Size BEN'den huda verildiğinde... hemen hudaya tabi olan kimseler… artık onlara korku yoktur... ve onlar hüzünlenmezler.
Kafirler ve ayetlerimize kizb edenler ise... işte onlar, nar ashabıdır... onlar orada ebedidirler."

2. BAKARA / 62

Muhakkak,
iman edenler
ve ALLAH'a ve ahir yevme, salih (iş)lere amil olarak iman eden;
- hadüler,
- ve nasraniler,
- ve sabiiler...
artık onlara... Rabbleri indinde onların ecirleri;
onlara korku yoktur…
ve onlar hüzünlenmezler.

2. BAKARA / 111-112

Diyorlar ki:
"Hadü veya nasrani olan kimselerden başkası asla cennete dahil olamaz."
Bu onların emanisidir.
De ki:
"Eğer sadıksanız, burhanınızı getirirsiniz!"
Bilakis!
Muhsin olarak vechini ALLAH'a silm eden kimse... artık onun ecri, Rabbinin indindedir... onlara korku yoktur... ve onlar hüzünlenmezler.

2. BAKARA / 114

ALLAH'ın mescidlerinde... orada O'nun isminin zikir edilmesine mani olan kimseden...
ve onları harab etmeye say eden kimseden...
daha zalim kimdir!
İşte onlar...
Onlar için oraya dahil olmak, ancak, korkuyladır!...
Onlar için dünyada hizy vardır...
Onlar için ahirette azim azab vardır.

2. BAKARA / 155-156-157

BİZ sizi elbette...
korkutucu şeyler ile…
ve açlık ile...
ve mallardan ve nefslerden ve semerelerden naks ile...
belv etmekteyiz.

Sabır edenleri ibşar et! …


… ki onlar, kendilerine musibet isabet ettiğinde:
"Muhakkak biz, ALLAH'a aitiz... ve muhakkak O'na rücu ediciyiz!" diyenlerdir.
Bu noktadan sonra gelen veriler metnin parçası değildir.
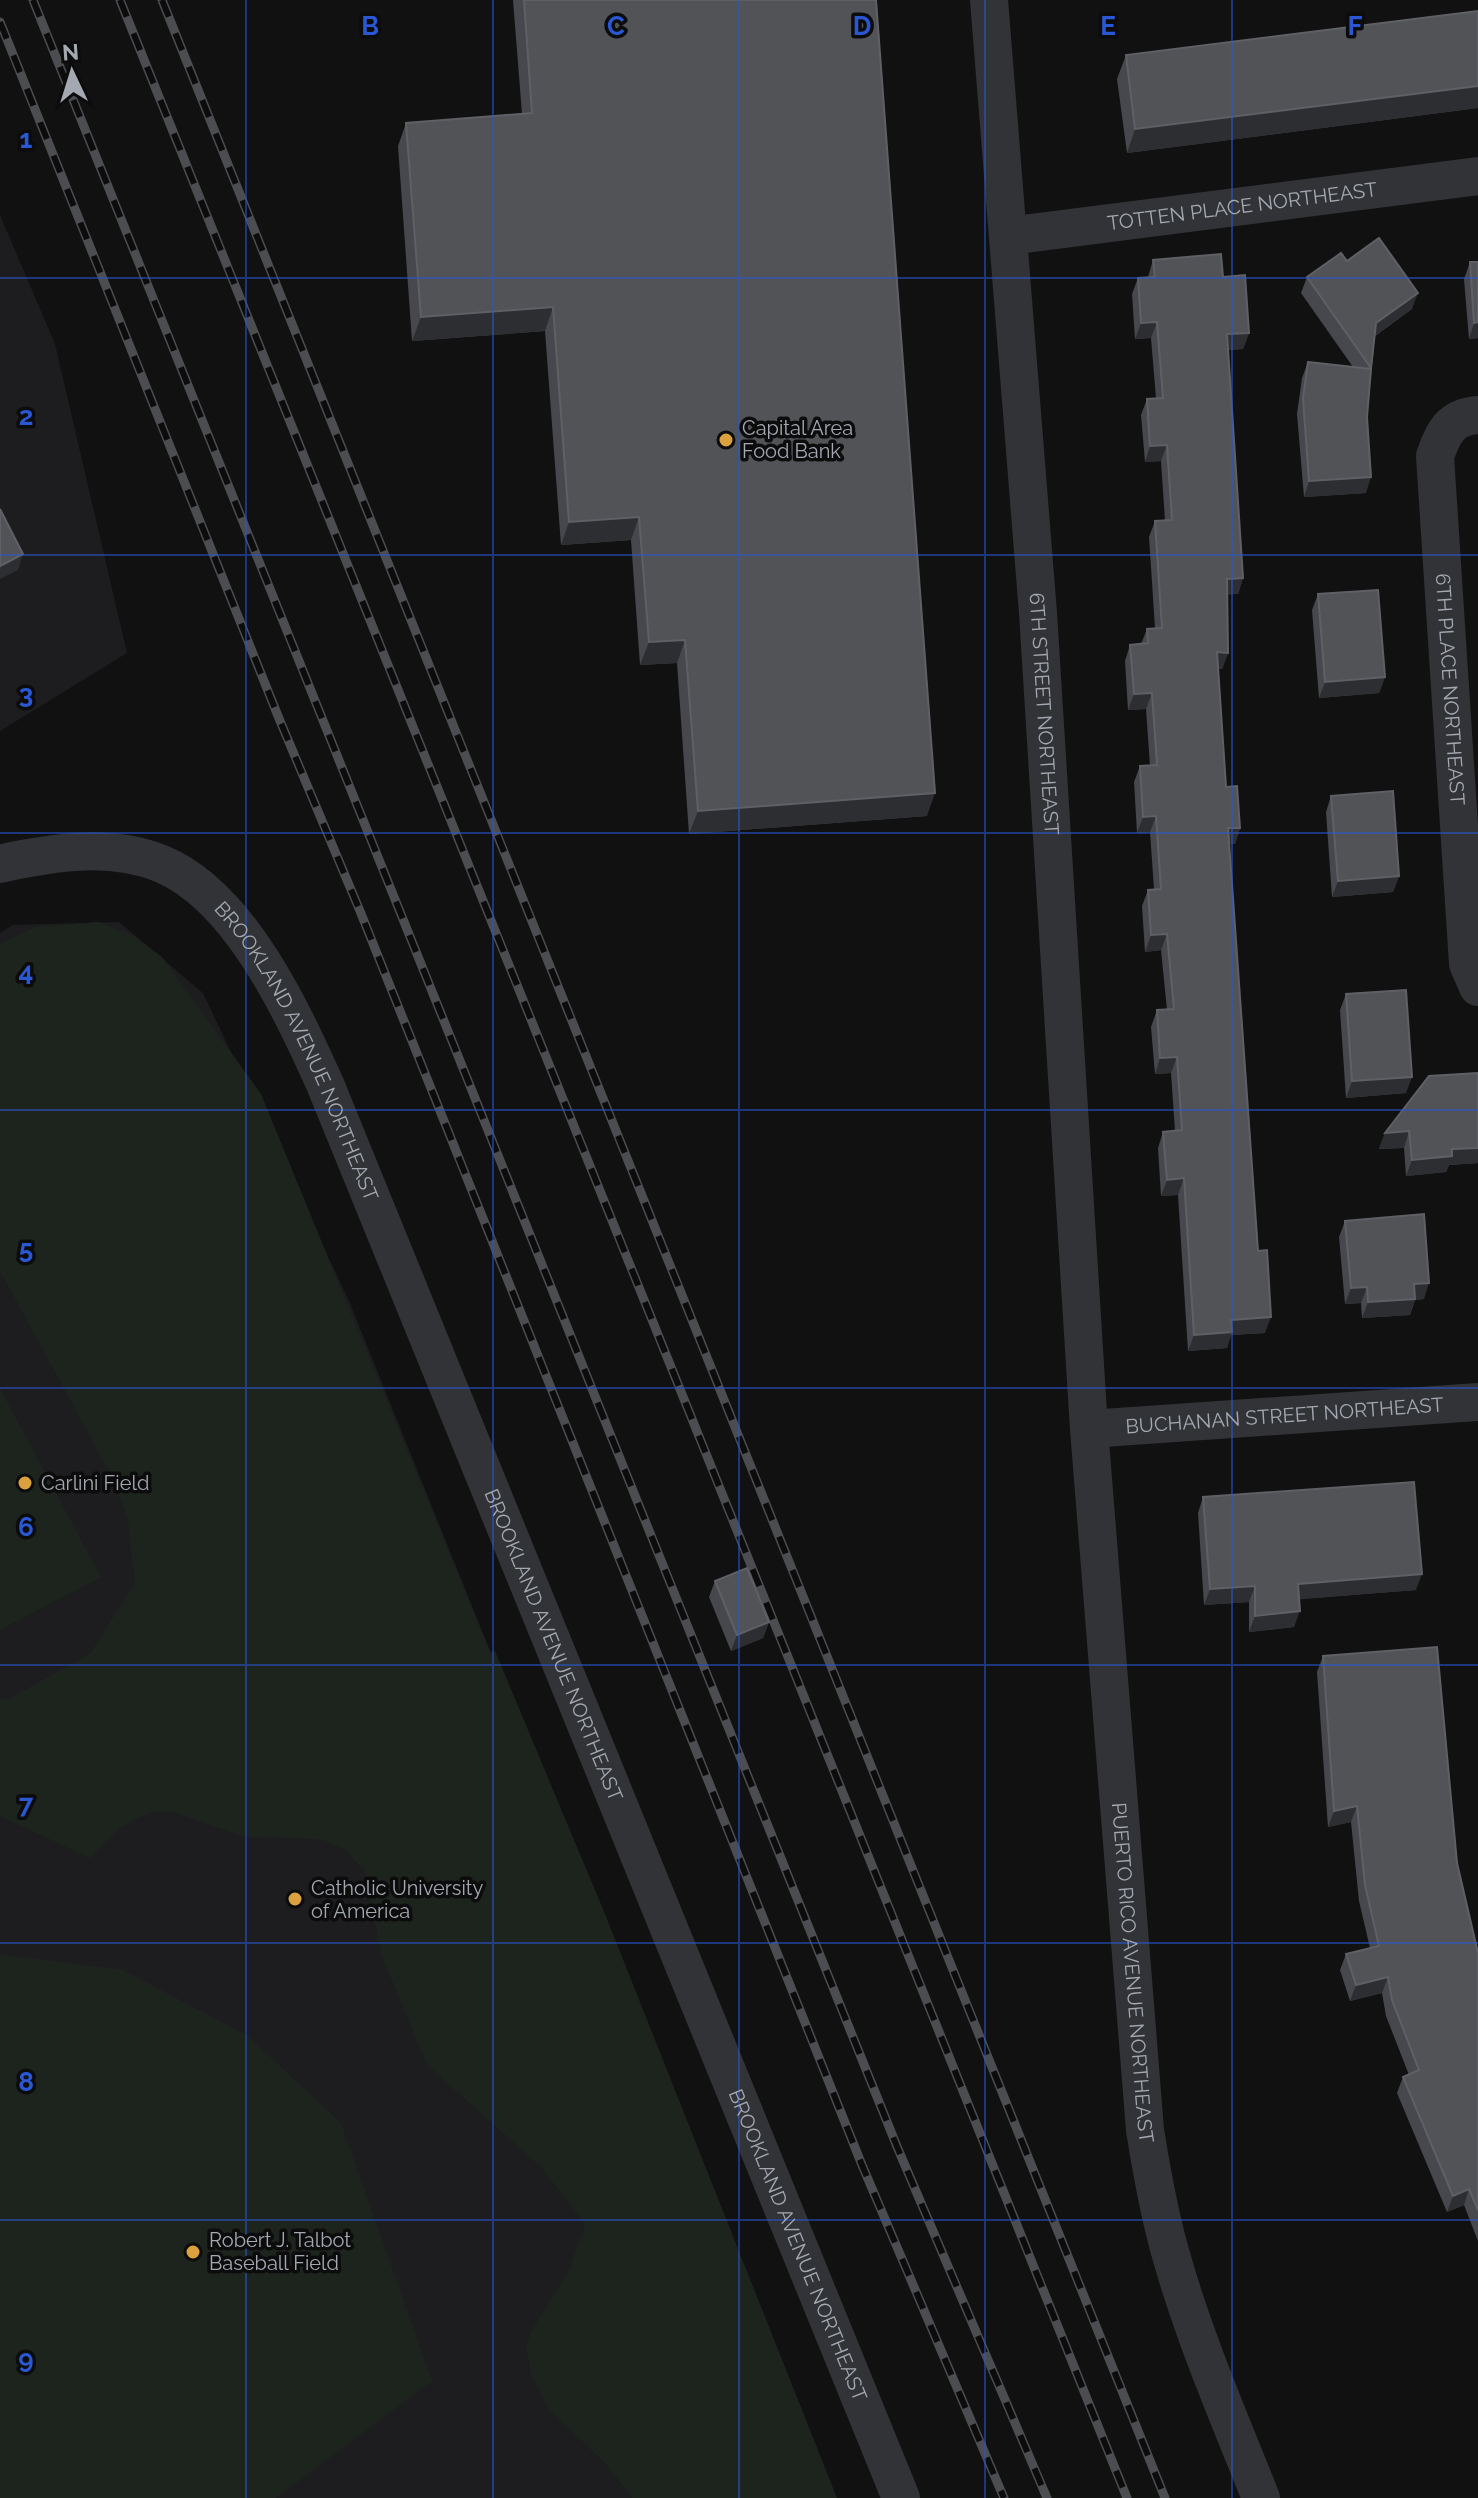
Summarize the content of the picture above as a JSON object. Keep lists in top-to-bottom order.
{
  "streets": {
    "street": [
      "TOTTEN PLACE NORTHEAST",
      "6TH PLACE NORTHEAST",
      "6TH STREET NORTHEAST",
      "BROOKLAND AVENUE NORTHEAST",
      "BUCHANAN STREET NORTHEAST",
      "PUERTO RICO AVENUE NORTHEAST"
    ]
  },
  "crossings": [
    ["TOTTEN PLACE NORTHEAST", "6TH STREET NORTHEAST"],
    ["6TH STREET NORTHEAST", "BUCHANAN STREET NORTHEAST"],
    ["6TH STREET NORTHEAST", "PUERTO RICO AVENUE NORTHEAST"],
    ["BUCHANAN STREET NORTHEAST", "PUERTO RICO AVENUE NORTHEAST"]
  ],
  "places": [
    "Capital Area Food Bank",
    "Carlini Field",
    "Catholic University of America",
    "Robert J. Talbot Baseball Field"
  ],
  "north": "top",
  "grid": {
    "columns": [
      "B",
      "C",
      "D",
      "E",
      "F"
    ],
    "rows": [
      "1",
      "2",
      "3",
      "4",
      "5",
      "6",
      "7",
      "8",
      "9"
    ]
  }
}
İşte onlar... Rabblerinden salatlar ve rahmet onların üzerinedir.
İşte onlar… onlar mühtedilerdir.

2. BAKARA / 180-181-182

Sizden birinize mevt hazır olduğunda... eğer bir hayr tereke edecekse... ana-babası ve akrabaları için maruf ile vasiyet etmesi... muttakiler üzre hakk olarak üzerinize ketb edildi!

İşittiği şeyin ardından, onu bedellendiren kimse… artık muhakkak onun ismi, ancak, onu bedellendirenin üzerinedir.
Muhakkak ki ALLAH, semidir, alimdir.

Vasiyet edenin cenef ile veya ism ile olmasından (davranmasından) korkan... ve ardından onların aralarını ıslah eden kimse… artık onun üzerine ism yoktur.

Muhakkak ki ALLAH, gafurdur, rahimdir.

2. BAKARA / 229

Boşanma iki merredir... artık ondan sonra, maruf ile imsak edin veya ihsan ile tesrih edin.

Onlara verdiğiniz şeylerden ahz etmeniz size helal değildir. ALLAH'ın hududuna ikame edemeyeceklerinden korkmaları müstesna.
Eğer siz de, onların ALLAH'ın hududunu ikame edemeyeceklerinden korkarsanız... artık, kadının fidye vermesinde o ikisine cünah yoktur.

İşte bunlar, ALLAH'ın hudududur... artık bunlara düşmanlık etmeyin.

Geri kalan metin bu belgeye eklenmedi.